Disk-Based Algorithms for Big Data
Title | Disk-Based Algorithms for Big Data PDF eBook |
Author | Christopher Healey |
Publisher | CRC Press |
Pages | 205 |
Release | 2016-11-17 |
Genre | Computers |
ISBN | 1315302861 |
Disk-Based Algorithms for Big Data is a product of recent advances in the areas of big data, data analytics, and the underlying file systems and data management algorithms used to support the storage and analysis of massive data collections. The book discusses hard disks and their impact on data management, since Hard Disk Drives continue to be common in large data clusters. It also explores ways to store and retrieve data though primary and secondary indices. This includes a review of different in-memory sorting and searching algorithms that build a foundation for more sophisticated on-disk approaches like mergesort, B-trees, and extendible hashing. Following this introduction, the book transitions to more recent topics, including advanced storage technologies like solid-state drives and holographic storage; peer-to-peer (P2P) communication; large file systems and query languages like Hadoop/HDFS, Hive, Cassandra, and Presto; and NoSQL databases like Neo4j for graph structures and MongoDB for unstructured document data. Designed for senior undergraduate and graduate students, as well as professionals, this book is useful for anyone interested in understanding the foundations and advances in big data storage and management, and big data analytics. About the Author Dr. Christopher G. Healey is a tenured Professor in the Department of Computer Science and the Goodnight Distinguished Professor of Analytics in the Institute for Advanced Analytics, both at North Carolina State University in Raleigh, North Carolina. He has published over 50 articles in major journals and conferences in the areas of visualization, visual and data analytics, computer graphics, and artificial intelligence. He is a recipient of the National Science Foundation’s CAREER Early Faculty Development Award and the North Carolina State University Outstanding Instructor Award. He is a Senior Member of the Association for Computing Machinery (ACM) and the Institute of Electrical and Electronics Engineers (IEEE), and an Associate Editor of ACM Transaction on Applied Perception, the leading worldwide journal on the application of human perception to issues in computer science.

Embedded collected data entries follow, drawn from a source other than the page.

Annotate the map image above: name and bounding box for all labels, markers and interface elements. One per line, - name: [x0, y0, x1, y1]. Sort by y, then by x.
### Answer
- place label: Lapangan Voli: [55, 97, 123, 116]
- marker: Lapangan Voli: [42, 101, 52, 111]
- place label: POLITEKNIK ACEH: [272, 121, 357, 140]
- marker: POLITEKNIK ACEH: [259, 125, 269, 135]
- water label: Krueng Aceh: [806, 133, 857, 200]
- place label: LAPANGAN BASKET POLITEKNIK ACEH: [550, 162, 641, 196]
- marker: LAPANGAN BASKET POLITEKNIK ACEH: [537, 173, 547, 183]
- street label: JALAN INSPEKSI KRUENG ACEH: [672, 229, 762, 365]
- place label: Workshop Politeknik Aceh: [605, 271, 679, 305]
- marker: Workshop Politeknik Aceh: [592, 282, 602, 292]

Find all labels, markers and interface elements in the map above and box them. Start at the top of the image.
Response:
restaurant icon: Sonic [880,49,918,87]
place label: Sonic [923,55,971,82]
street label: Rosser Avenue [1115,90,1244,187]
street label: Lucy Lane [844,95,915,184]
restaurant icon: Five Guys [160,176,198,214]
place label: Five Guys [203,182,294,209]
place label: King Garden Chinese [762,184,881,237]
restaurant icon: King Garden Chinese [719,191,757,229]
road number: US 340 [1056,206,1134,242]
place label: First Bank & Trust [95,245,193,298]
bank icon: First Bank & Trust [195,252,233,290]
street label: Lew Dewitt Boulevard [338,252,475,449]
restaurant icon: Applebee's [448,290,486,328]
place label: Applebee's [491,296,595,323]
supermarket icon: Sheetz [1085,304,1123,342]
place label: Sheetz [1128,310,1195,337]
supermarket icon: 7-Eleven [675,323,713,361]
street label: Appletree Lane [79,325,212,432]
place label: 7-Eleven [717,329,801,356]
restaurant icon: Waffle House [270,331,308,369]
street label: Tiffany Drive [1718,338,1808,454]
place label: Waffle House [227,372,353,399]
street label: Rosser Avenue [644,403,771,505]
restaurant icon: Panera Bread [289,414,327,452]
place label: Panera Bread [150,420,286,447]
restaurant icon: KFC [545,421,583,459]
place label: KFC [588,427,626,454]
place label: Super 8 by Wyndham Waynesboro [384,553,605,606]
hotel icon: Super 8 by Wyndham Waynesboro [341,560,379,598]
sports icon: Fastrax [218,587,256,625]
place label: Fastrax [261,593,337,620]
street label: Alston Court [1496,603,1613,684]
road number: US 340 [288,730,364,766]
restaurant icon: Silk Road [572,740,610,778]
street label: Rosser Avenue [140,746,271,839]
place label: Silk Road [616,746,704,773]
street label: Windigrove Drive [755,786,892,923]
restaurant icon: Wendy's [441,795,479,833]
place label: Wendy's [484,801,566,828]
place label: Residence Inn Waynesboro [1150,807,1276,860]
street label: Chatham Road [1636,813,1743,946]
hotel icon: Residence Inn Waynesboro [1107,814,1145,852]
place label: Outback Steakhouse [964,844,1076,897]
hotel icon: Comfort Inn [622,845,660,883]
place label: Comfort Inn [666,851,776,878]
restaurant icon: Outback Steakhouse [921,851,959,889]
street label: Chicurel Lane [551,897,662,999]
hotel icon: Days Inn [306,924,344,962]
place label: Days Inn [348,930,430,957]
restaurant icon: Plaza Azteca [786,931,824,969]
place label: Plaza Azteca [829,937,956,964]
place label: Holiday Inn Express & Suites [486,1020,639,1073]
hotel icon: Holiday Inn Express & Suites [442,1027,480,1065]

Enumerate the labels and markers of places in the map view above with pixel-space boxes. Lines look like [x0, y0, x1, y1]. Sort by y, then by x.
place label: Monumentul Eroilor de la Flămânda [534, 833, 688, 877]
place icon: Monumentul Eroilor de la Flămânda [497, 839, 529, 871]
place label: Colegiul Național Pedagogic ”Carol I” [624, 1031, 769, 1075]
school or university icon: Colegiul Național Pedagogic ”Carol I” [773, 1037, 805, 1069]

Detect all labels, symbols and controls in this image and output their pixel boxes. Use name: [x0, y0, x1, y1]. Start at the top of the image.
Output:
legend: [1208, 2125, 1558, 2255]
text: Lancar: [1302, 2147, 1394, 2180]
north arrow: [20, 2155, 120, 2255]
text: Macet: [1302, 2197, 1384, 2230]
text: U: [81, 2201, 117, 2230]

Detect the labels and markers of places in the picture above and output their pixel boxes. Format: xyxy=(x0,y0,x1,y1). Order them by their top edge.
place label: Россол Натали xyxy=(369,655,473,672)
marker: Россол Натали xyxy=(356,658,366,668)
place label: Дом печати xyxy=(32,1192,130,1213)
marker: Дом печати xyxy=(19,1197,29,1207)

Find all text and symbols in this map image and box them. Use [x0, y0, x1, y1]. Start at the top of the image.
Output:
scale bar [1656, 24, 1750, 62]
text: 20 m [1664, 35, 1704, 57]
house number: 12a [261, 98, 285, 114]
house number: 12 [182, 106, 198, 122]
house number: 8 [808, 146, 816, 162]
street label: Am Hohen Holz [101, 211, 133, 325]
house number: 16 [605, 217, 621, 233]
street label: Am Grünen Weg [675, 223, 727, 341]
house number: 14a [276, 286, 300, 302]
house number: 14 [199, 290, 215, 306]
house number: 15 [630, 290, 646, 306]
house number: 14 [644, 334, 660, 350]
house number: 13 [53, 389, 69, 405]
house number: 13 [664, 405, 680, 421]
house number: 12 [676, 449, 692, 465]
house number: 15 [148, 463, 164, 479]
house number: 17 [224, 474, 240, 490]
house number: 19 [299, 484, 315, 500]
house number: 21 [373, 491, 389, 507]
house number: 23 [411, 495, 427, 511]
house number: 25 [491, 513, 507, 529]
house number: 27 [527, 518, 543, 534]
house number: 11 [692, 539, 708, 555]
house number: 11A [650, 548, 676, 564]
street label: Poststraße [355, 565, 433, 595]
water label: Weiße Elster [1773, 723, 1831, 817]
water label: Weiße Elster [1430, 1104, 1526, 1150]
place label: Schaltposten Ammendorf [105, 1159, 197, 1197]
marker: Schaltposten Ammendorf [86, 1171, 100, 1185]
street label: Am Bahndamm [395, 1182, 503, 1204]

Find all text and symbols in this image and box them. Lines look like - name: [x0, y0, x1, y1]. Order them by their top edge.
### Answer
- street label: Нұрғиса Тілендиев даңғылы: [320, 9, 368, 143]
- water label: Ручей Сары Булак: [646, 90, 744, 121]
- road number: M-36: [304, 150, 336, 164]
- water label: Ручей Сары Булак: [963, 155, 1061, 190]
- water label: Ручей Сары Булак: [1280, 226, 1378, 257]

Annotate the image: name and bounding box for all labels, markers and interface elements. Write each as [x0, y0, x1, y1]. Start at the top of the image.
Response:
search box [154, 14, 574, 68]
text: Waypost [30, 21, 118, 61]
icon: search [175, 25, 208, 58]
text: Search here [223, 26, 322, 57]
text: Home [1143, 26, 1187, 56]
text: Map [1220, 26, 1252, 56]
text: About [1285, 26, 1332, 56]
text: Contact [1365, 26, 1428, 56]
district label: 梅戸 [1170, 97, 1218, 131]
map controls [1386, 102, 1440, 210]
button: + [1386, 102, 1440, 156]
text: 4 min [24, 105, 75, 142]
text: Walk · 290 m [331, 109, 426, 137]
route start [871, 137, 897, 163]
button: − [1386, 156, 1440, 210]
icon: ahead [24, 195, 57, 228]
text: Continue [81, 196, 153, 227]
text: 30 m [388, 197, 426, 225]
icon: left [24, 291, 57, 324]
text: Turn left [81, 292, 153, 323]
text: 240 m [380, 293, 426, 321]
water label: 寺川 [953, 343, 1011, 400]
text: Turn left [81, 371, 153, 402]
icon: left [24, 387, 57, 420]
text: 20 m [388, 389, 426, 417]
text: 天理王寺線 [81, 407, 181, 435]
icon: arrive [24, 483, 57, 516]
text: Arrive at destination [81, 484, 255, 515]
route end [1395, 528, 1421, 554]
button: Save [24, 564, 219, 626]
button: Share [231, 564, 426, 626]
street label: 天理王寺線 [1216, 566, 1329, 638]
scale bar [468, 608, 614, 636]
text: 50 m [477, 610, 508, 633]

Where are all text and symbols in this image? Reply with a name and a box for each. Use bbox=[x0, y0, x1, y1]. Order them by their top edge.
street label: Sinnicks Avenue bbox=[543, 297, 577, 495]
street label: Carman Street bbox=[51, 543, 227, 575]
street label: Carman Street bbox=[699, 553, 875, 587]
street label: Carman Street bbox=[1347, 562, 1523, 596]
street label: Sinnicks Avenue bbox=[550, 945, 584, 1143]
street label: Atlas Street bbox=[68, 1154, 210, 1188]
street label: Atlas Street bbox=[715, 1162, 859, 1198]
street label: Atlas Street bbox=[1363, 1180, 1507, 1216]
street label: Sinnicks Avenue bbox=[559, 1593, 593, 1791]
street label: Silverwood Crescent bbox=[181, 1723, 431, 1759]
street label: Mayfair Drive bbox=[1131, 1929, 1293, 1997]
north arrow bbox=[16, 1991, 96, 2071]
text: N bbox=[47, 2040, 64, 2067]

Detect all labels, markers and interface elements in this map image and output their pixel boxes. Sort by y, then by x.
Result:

Business Intelligence and Big Data
Title | Business Intelligence and Big Data PDF eBook |
Author | Esteban Zimányi |
Publisher | Springer |
Pages | 164 |
Release | 2018-07-14 |
Genre | Computers |
ISBN | 3319966553 |
This book constitutes revised tutorial lectures of the 7th European Business Intelligence and Big Data Summer School, eBISS 2017, held in Bruxelles, Belgium, in July 2017. The tutorials were given by renowned experts and covered advanced aspects of business intelligence and big data. This summer school, presented by leading researchers in the field, represented an opportunity for postgraduate students to equip themselves with the theoretical, practical, and collaboration skills necessary for developing challenging business intelligence applications.